Corey commence à bouffer. Tu m’étonnes… Tout en matant le décolleté de Lucy.

- Et lui ? Il n’a pas de maison ? je demande en montrant Corey d’un coup de menton.

- Il passe la nuit ici, il veille sur moi, répond Lucy qui envoie un clin d’œil au petit gros.

Je file un discret coup de pied à Corey sous la table, il me dévisage en se frottant le tibia.

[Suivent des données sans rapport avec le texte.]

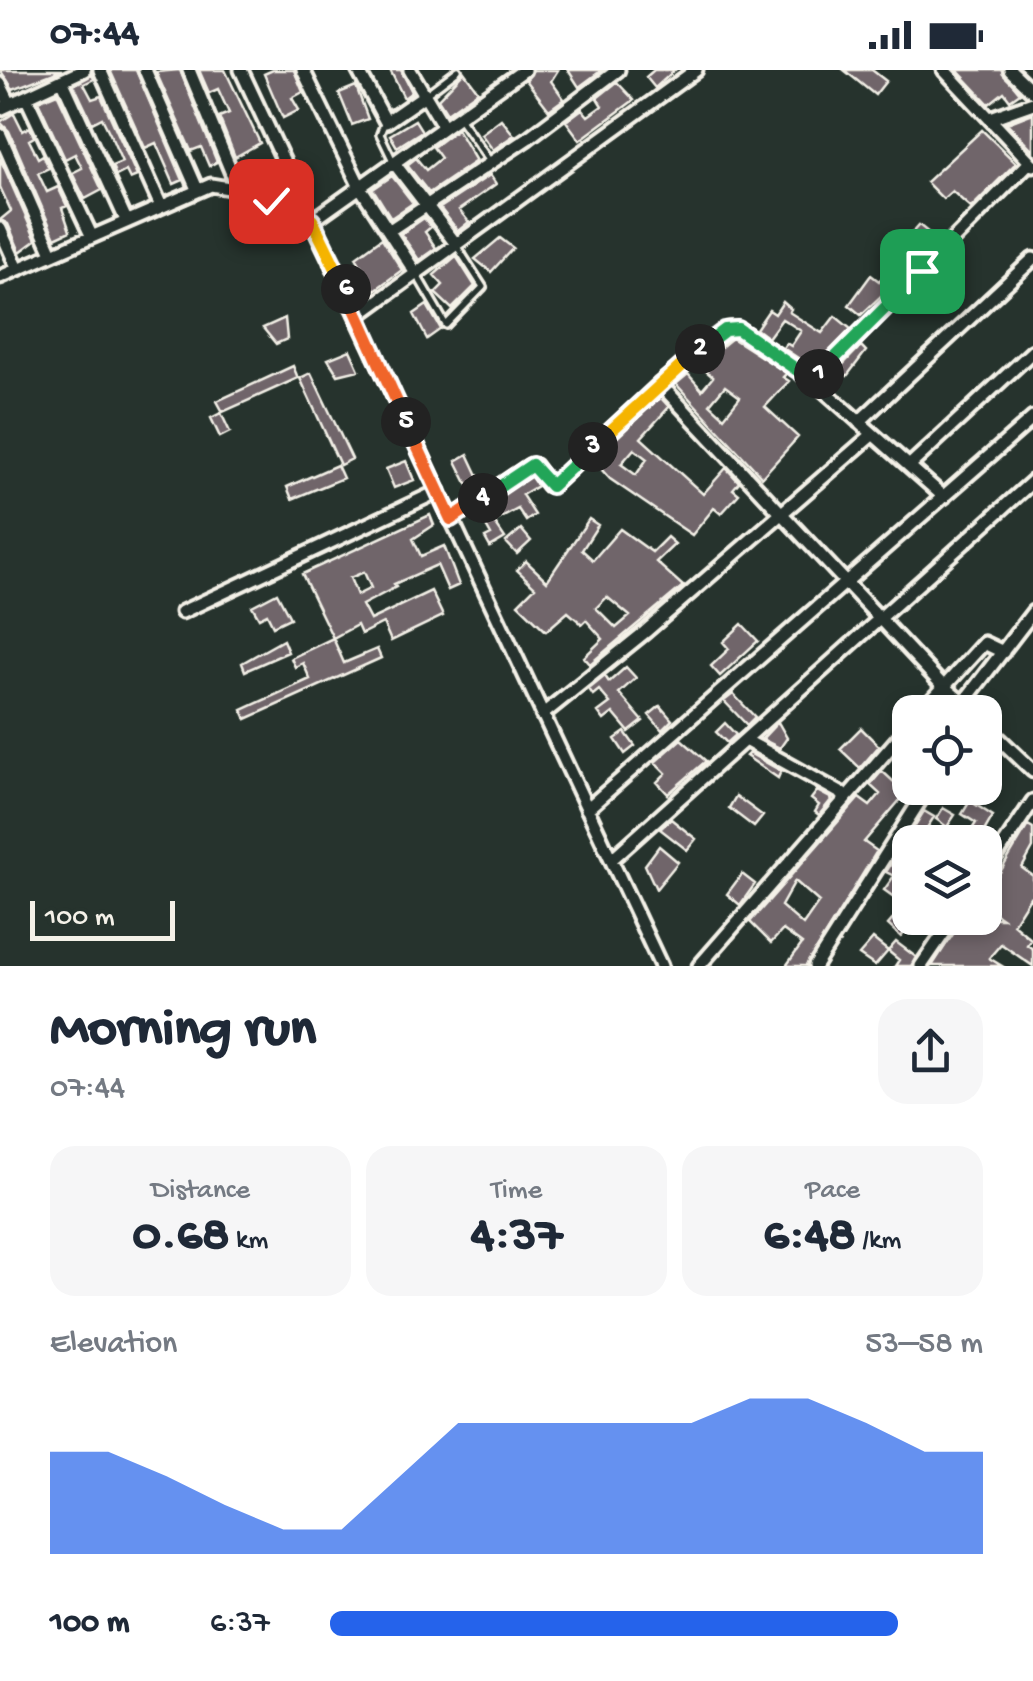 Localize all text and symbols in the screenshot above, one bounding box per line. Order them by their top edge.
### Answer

Discrètement, je montre Lucy du doigt, le montre lui, me passe l’index sous la gorge et me tapote le torse avec mon pouce.

Chasse gardée.

Il me regarde de travers en buvant son verre d’eau.

Je le fixe méchamment en vidant mon verre de rouge.

Le message est passé.

- Et puis après le repas, on part en patrouille, reprend Garret.

- Ah ouais les démons, je marmonne dans ma barbe.

On finit tranquillement de bouffer, les morbacs se lèvent de table. On va pouvoir parler plus sérieusement.

- Alors, quoi de neuf en ville, me demande Lucy.

- Un nouveau « chef » de la police a été nommé, il a fait exploser le budget, il a multiplié au moins par dix ses effectifs, un certain Cooper, il dirige la ville d’une main de fer.

- Merde, c’est pas bon pour les affaires ça.

- Tu l’as dit, y’a pratiquement plus de criminalité, d’agression, des flics dans tous les coins, ça fait trois semaines que je rentre bredouille. Je peux te dire que le Lapin ne va pas leur manquer.

- Et ce n’est pas bien d’être en sécurité ? m’interroge Lauren qui, apparemment n’a pas encore saisi le concept du « justicier masqué qui dérouille la racaille ».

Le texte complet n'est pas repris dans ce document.